The Association or Corporation shall have a President, Vice President, Secretary, and Treasurer. The Association or Corporation may add or remove, at the discretion of the Board of Directors, other officer positions. One person may hold two or more offices, except those serving as President or Secretary. All Officers will be board members.

 

(2) Election and Removal of Officers

All officers shall serve one-year terms. The election shall be conducted immediately following the election of the new Board of Directors or as soon as practical thereafter. Officers may serve consecutive terms subject to Directorship term limits. The election of officers shall be by majority vote of the membership quorum attending the general meeting.

 

(3) Vacancies

If a vacancy occurs during the term of office for any elected officer, the Board of Directors shall elect a new officer to fill the remainder of the term as soon as practical, by majority vote of Directors present.

 

(4) President

The President will supervise and control the affairs of the Association or Corporation and shall exercise such supervisory powers as may be given him or her by the Board of Directors.

The President will perform all duties incident to such office and such other duties as may be provided in these by-laws or as may be prescribed from time to time by the Board of Directors. The President shall preside at all board meetings and shall exercise parliamentary control in accordance with Roberts Rules of Order.

The President shall serve as an ex-officio member of all standing committees, unless otherwise provided by the Board of Directors or these by-laws.

The President shall, with the advice of the Board of Directors and in accordance with the requirements of these by-laws, set the agenda for each meeting of the Board of Directors.
The President shall ensure that current duties of each officer are being fulfilled and tasks are being performed in an accurate and timely manner.

 

(5) Vice President

The Vice President shall act in place of the President in the event of the President's absence, inability, or refusal to act, and shall exercise and discharge such other duties as may be required by the board.

The Vice President shall serve as the parliamentarian and interpret any ambiguities of the by-laws.

 

(6) Secretary

The Secretary will perform all duties incident to the office of Secretary and such other duties as may be required by law, by the Articles of Association, Articles of Incorporation, or by these by-laws.

The Secretary shall attest to and keep the by-laws and other legal records of the Association or Corporation, or copies thereof, at the principal office of the Association or Corporation.

The Secretary shall take or ensure that someone takes minutes of all meetings of the general membership, committees, and Board of Directors, and shall keep copies of all minutes at the principal office of the Association or Corporation.

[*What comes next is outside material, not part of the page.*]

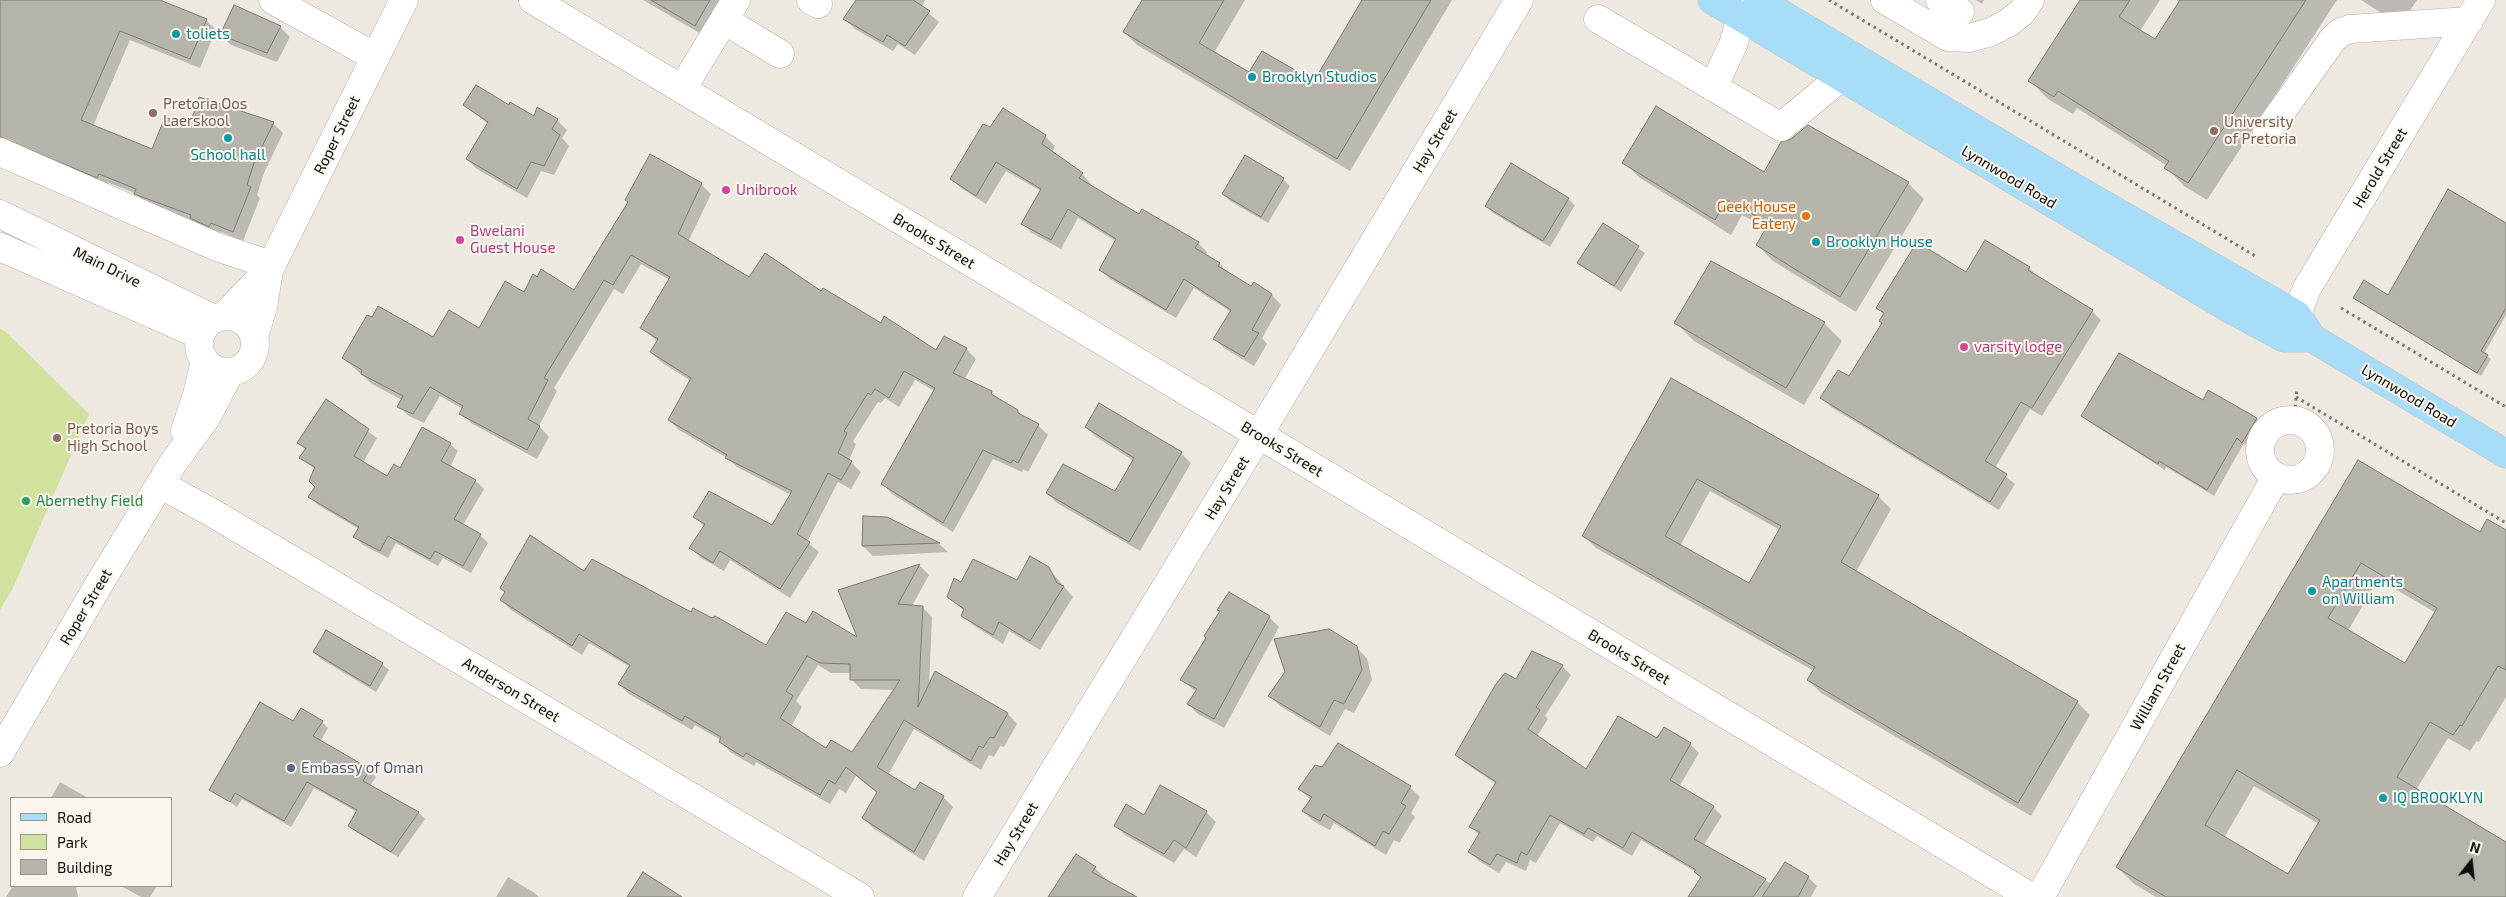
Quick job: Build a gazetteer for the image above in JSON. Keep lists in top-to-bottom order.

The Secretary shall take or ensure that someone takes counts of attendance at each regular and special meeting, broken down by members and visitors. These counts aid in quorum calculations. See Members - How the Membership Can Legally Act. These counts will become part of the minutes of the meeting.

The Secretary shall keep a record of the names and addresses of the Directors at the principal office of the Association or Corporation.

The Secretary shall keep a record of members as defined under Members - Enrollment of Members.

The Secretary shall keep historical record of membership attendance at each regular or special meeting for quorum and voting purposes. See Members - How the Membership Can Legally Act.

The Secretary shall, with the approval of the Board of Directors, set up procedures for any elections held by the Association or Corporation. The Secretary shall keep a record of all votes cast in such elections.

The Secretary shall ensure that all records of the Association or Corporation, minutes of all official meetings, and records of all votes, are made available for inspection by any member of the Board of Directors at the principal office of the Association or Corporation during regular business hours.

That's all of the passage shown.